Work to complete
Scan the data below for lines holding the word "class", and copy each line found.

Material for this task
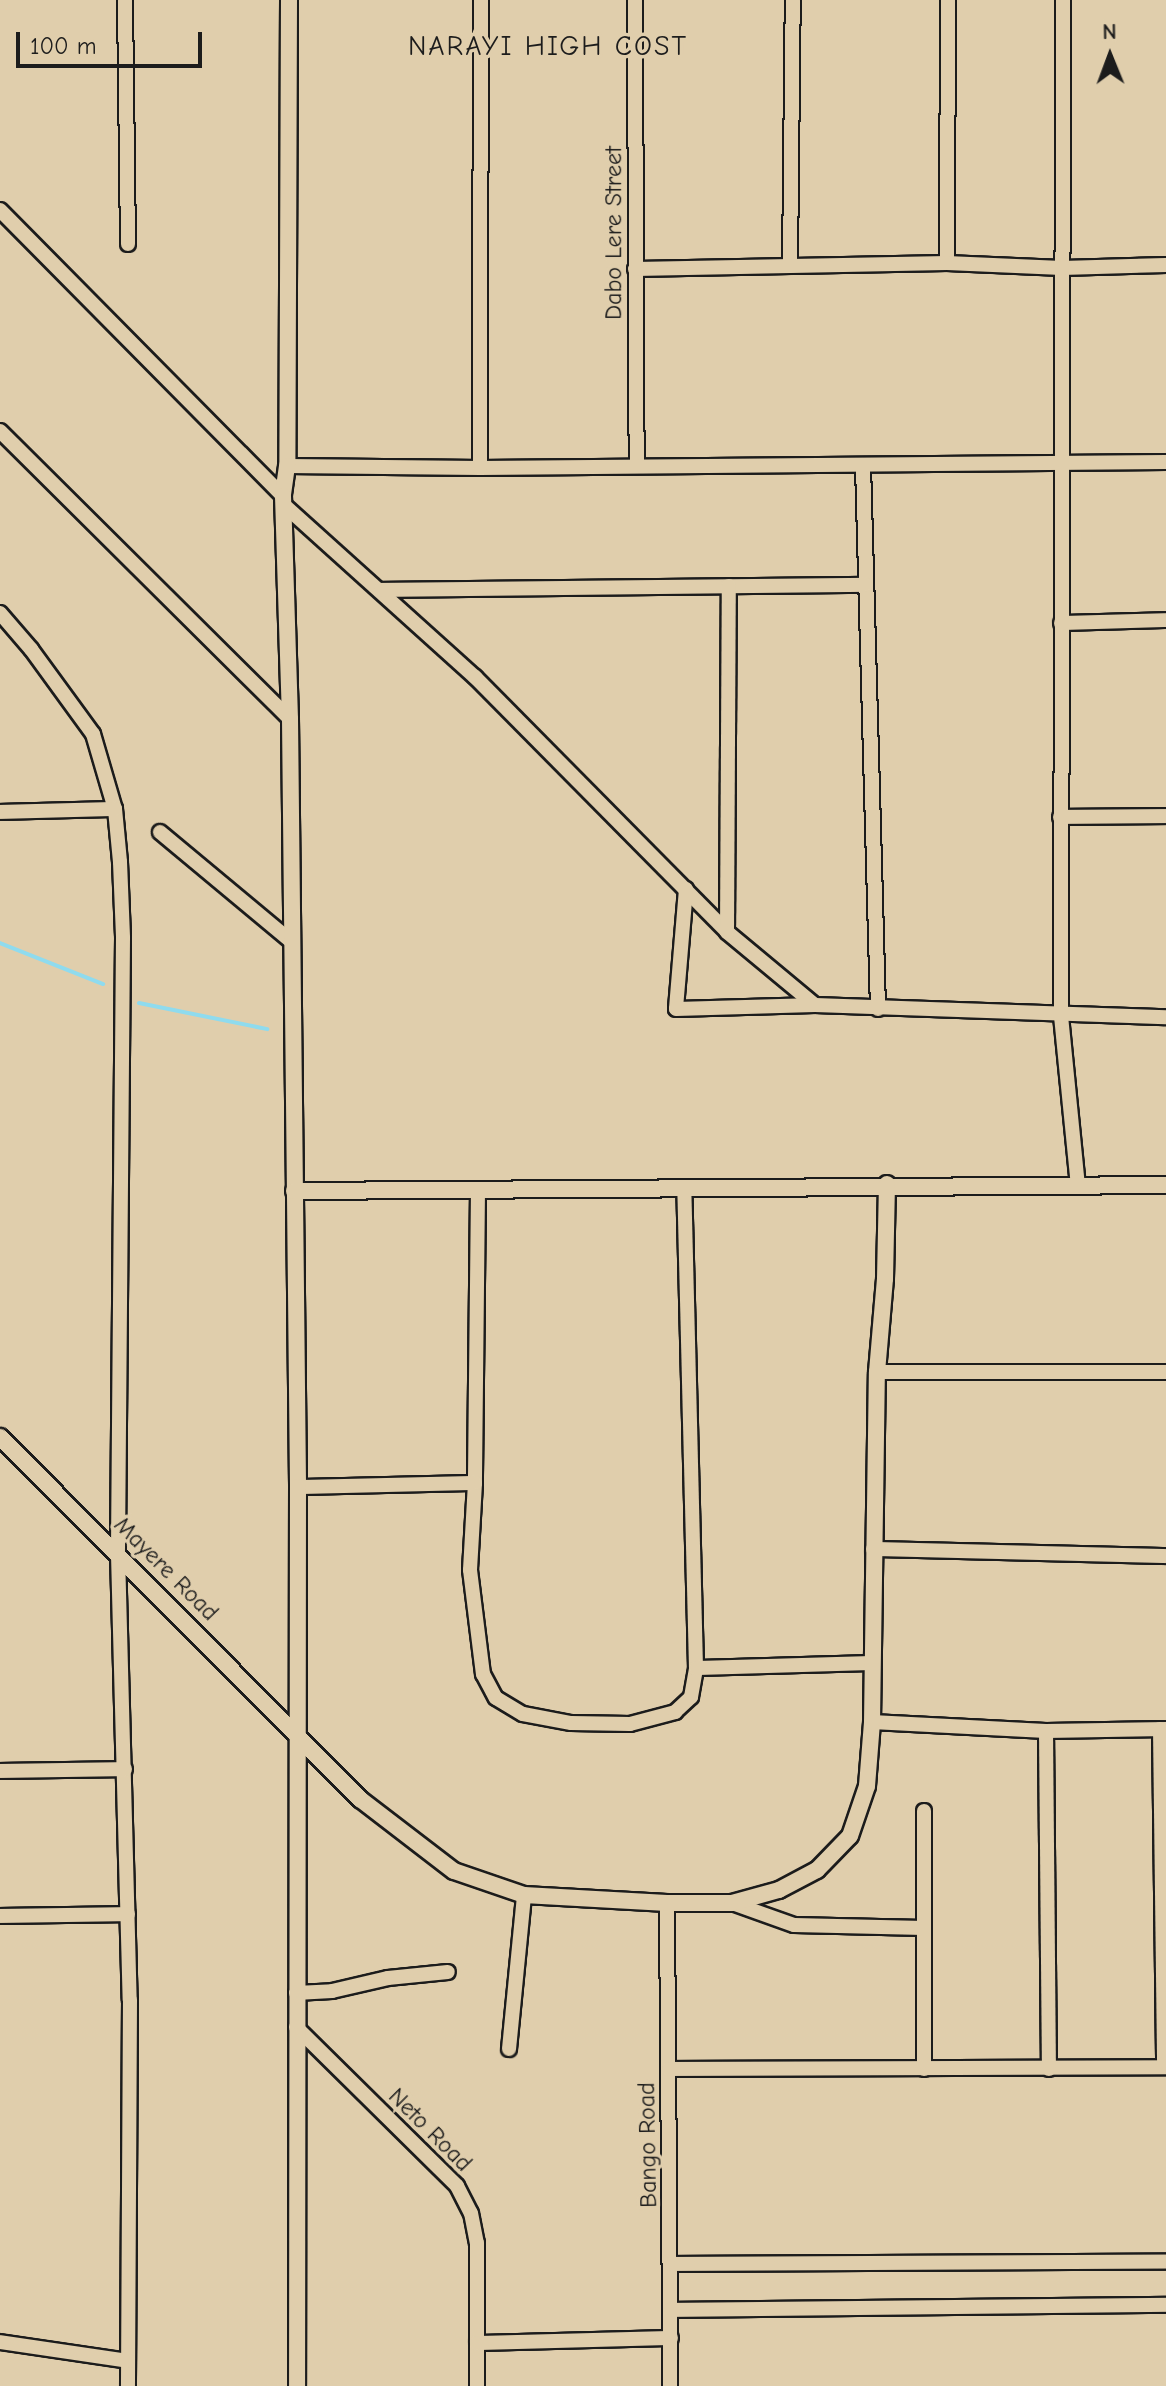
<!DOCTYPE html>
<style>
body{margin:0}
#map{position:relative;width:1166px;height:2386px;overflow:hidden;background:#e0ceac;font-family:"Comic Neue",sans-serif}
div>[style]{position:absolute}
.stream>*{height:4px;margin:-2px;padding:0 2px;transform-origin:2px;border-radius:2px;background:#8fdbee}
.roads{filter:drop-shadow(2px 0 #1c1c1c) drop-shadow(-2px 0 #1c1c1c) drop-shadow(0 2px #1c1c1c) drop-shadow(0 -2px #1c1c1c)}
.minor>*{height:14px;margin:-7px;padding:0 7px;transform-origin:7px;border-radius:7px;background:#e0ceac}
.tertiary>*{height:16px;margin:-8px;padding:0 8px;transform-origin:8px;border-radius:8px;background:#e0ceac}
span{translate:-50% -50%;white-space:nowrap;text-align:center;line-height:1.15;-webkit-text-stroke:7px #e0ceac;paint-order:stroke}
.street-label{font-size:24px;color:#1c1c1c}
.quarter-label{font-size:28px;color:#1c1c1c;letter-spacing:2px}
.north{position:absolute;left:1070px;top:16px;width:80px;height:80px;-webkit-text-stroke:6px #e0ceac;paint-order:stroke;rotate:359deg;font-size:22px;font-weight:700;line-height:32px;text-align:center;color:#1c1c1c}
.north::after{content:'';display:block;margin:auto;width:28px;height:36px;background:#1c1c1c;clip-path:polygon(50% 0,100% 100%,50% 72%,0 100%)}
.scale{position:absolute;left:16px;top:32px;width:186px;height:36px;box-sizing:border-box;border:4px solid #1c1c1c;border-top:0;padding-left:10px;font-size:24px;line-height:28px;white-space:nowrap;color:#1c1c1c;-webkit-text-stroke:6px #e0ceac;paint-order:stroke}
</style>
<div id="map">
<div class="stream">
<div style="left:0;top:943px;width:111px;rotate:21.7deg"></div>
<div style="left:139px;top:1003px;width:131px;rotate:11.5deg"></div>
</div>
<div class="roads">
<div class="minor">
<div style="left:125px;top:0;width:244px;rotate:89.3deg"></div>
<div style="left:635px;top:0;width:465px;rotate:89.8deg"></div>
<div style="left:1063px;top:0;width:1016px;rotate:90.11deg"></div>
<div style="left:1061px;top:1016px;width:170px;rotate:84.3deg"></div>
<div style="left:0;top:210px;width:402px;rotate:45.3deg"></div>
<div style="left:947px;top:263px;width:263px;rotate:-89.8deg"></div>
<div style="left:790px;top:265px;width:265px;rotate:-89.4deg"></div>
<div style="left:635px;top:269px;width:312px;rotate:-1.1deg"></div>
<div style="left:947px;top:263px;width:115px;rotate:2.5deg"></div>
<div style="left:1062px;top:268px;width:104px;rotate:-1.7deg"></div>
<div style="left:0;top:431px;width:409px;rotate:44.8deg"></div>
<div style="left:863px;top:465px;width:544px;rotate:88.42deg"></div>
<div style="left:287px;top:466px;width:193px;rotate:0.6deg"></div>
<div style="left:480px;top:468px;width:686px;rotate:-0.5deg"></div>
<div style="left:480px;top:468px;width:468px;rotate:-89.9deg"></div>
<div style="left:285px;top:506px;width:256px;rotate:42deg"></div>
<div style="left:475px;top:677px;width:359px;rotate:45.3deg"></div>
<div style="left:727px;top:932px;width:114px;rotate:39.7deg"></div>
<div style="left:815px;top:1005px;width:351px;rotate:2deg"></div>
<div style="left:381px;top:590px;width:484px;rotate:-0.6deg"></div>
<div style="left:0;top:613px;width:48px;rotate:49.3deg"></div>
<div style="left:31px;top:649px;width:105px;rotate:53.9deg"></div>
<div style="left:93px;top:734px;width:78px;rotate:73.7deg"></div>
<div style="left:115px;top:809px;width:53px;rotate:84.6deg"></div>
<div style="left:120px;top:862px;width:76px;rotate:87.7deg"></div>
<div style="left:123px;top:938px;width:616px;rotate:90.47deg"></div>
<div style="left:118px;top:1554px;width:446px;rotate:88.5deg"></div>
<div style="left:130px;top:2000px;width:386px;rotate:90.3deg"></div>
<div style="left:1061px;top:623px;width:105px;rotate:-1.6deg"></div>
<div style="left:0;top:812px;width:115px;rotate:-1.5deg"></div>
<div style="left:1060px;top:817px;width:106px;rotate:-0.5deg"></div>
<div style="left:160px;top:832px;width:172px;rotate:39.8deg"></div>
<div style="left:686px;top:889px;width:120px;rotate:94.8deg"></div>
<div style="left:676px;top:1009px;width:139px;rotate:-1.6deg"></div>
<div style="left:727px;top:932px;width:346px;rotate:-89.7deg"></div>
<div style="left:478px;top:1190px;width:293px;rotate:90.6deg"></div>
<div style="left:475px;top:1483px;width:87px;rotate:93.3deg"></div>
<div style="left:470px;top:1570px;width:105px;rotate:82.9deg"></div>
<div style="left:483px;top:1674px;width:27px;rotate:62deg"></div>
<div style="left:496px;top:1698px;width:31px;rotate:31deg"></div>
<div style="left:523px;top:1714px;width:49px;rotate:10.6deg"></div>
<div style="left:571px;top:1723px;width:59px;rotate:1deg"></div>
<div style="left:630px;top:1724px;width:47px;rotate:-14.9deg"></div>
<div style="left:675px;top:1712px;width:22px;rotate:-43deg"></div>
<div style="left:691px;top:1697px;width:29px;rotate:-80deg"></div>
<div style="left:696px;top:1668px;width:481px;rotate:-91.4deg"></div>
<div style="left:877px;top:1372px;width:289px"></div>
<div style="left:298px;top:1487px;width:177px;rotate:-1.3deg"></div>
<div style="left:873px;top:1549px;width:293px;rotate:1.4deg"></div>
<div style="left:696px;top:1668px;width:177px;rotate:-1.6deg"></div>
<div style="left:872px;top:1722px;width:174px;rotate:3deg"></div>
<div style="left:1046px;top:1731px;width:120px;rotate:-1deg"></div>
<div style="left:1160px;top:1729px;width:338px;rotate:89.3deg"></div>
<div style="left:1046px;top:1731px;width:338px;rotate:89.5deg"></div>
<div style="left:0;top:1771px;width:125px;rotate:-0.9deg"></div>
<div style="left:667px;top:1903px;width:483px;rotate:89.6deg"></div>
<div style="left:732px;top:1903px;width:66px;rotate:19.5deg"></div>
<div style="left:794px;top:1925px;width:130px;rotate:1.3deg"></div>
<div style="left:0;top:1916px;width:128px;rotate:-0.9deg"></div>
<div style="left:296px;top:1993px;width:36px;rotate:-3deg"></div>
<div style="left:332px;top:1991px;width:57px;rotate:-13.1deg"></div>
<div style="left:388px;top:1978px;width:60px;rotate:-5.7deg"></div>
<div style="left:296px;top:2027px;width:226px;rotate:44.6deg"></div>
<div style="left:457px;top:2186px;width:30px;rotate:63deg"></div>
<div style="left:471px;top:2213px;width:31px;rotate:79deg"></div>
<div style="left:477px;top:2243px;width:143px;rotate:90deg"></div>
<div style="left:509px;top:2049px;width:155px;rotate:-84.4deg"></div>
<div style="left:669px;top:2069px;width:497px;rotate:-0.2deg"></div>
<div style="left:924px;top:2069px;width:258px;rotate:-90deg"></div>
<div style="left:672px;top:2264px;width:494px;rotate:-0.3deg"></div>
<div style="left:671px;top:2310px;width:495px;rotate:-0.6deg"></div>
<div style="left:0;top:2342px;width:129px;rotate:8.4deg"></div>
<div style="left:477px;top:2343px;width:194px;rotate:-1.5deg"></div>
</div>
<div class="tertiary">
<div style="left:289px;top:0;width:466px;rotate:90.2deg"></div>
<div style="left:287px;top:466px;width:30px;rotate:98deg"></div>
<div style="left:283px;top:496px;width:223px;rotate:88.2deg"></div>
<div style="left:290px;top:719px;width:768px;rotate:89.4deg"></div>
<div style="left:298px;top:1487px;width:899px;rotate:90.06deg"></div>
<div style="left:294px;top:1191px;width:872px;rotate:-0.39deg"></div>
<div style="left:0;top:1437px;width:511px;rotate:45.16deg"></div>
<div style="left:360px;top:1799px;width:118px;rotate:37.5deg"></div>
<div style="left:454px;top:1871px;width:74px;rotate:18.9deg"></div>
<div style="left:524px;top:1895px;width:143px;rotate:3.2deg"></div>
<div style="left:667px;top:1903px;width:65px"></div>
<div style="left:732px;top:1903px;width:49px;rotate:-15.5deg"></div>
<div style="left:779px;top:1890px;width:43px;rotate:-27.8deg"></div>
<div style="left:817px;top:1870px;width:47px;rotate:-45.9deg"></div>
<div style="left:850px;top:1836px;width:53px;rotate:-71.2deg"></div>
<div style="left:867px;top:1786px;width:64px;rotate:-85.5deg"></div>
<div style="left:872px;top:1722px;width:350px;rotate:-89.2deg"></div>
<div style="left:877px;top:1372px;width:93px;rotate:-85.1deg"></div>
<div style="left:885px;top:1279px;width:95px;rotate:-88.8deg"></div>
</div>
</div>
<div class="street-label">
<span style="left:614px;top:233px;rotate:-90deg">Dabo Lere Street</span>
<span style="left:166px;top:1569px;rotate:45deg">Mayere Road</span>
<span style="left:430px;top:2130px;rotate:45deg">Neto Road</span>
<span style="left:648px;top:2145px;rotate:-91deg">Bango Road</span>
</div>
<div class="quarter-label">
<span style="left:548px;top:46px">NARAYI HIGH COST</span>
</div>
<div class="north">N</div>
<div class="scale">100 m</div>
</div>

Written response
<div class="stream">
<div class="roads">
<div class="minor">
<div class="tertiary">
<div class="street-label">
<div class="quarter-label">
<div class="north">N</div>
<div class="scale">100 m</div>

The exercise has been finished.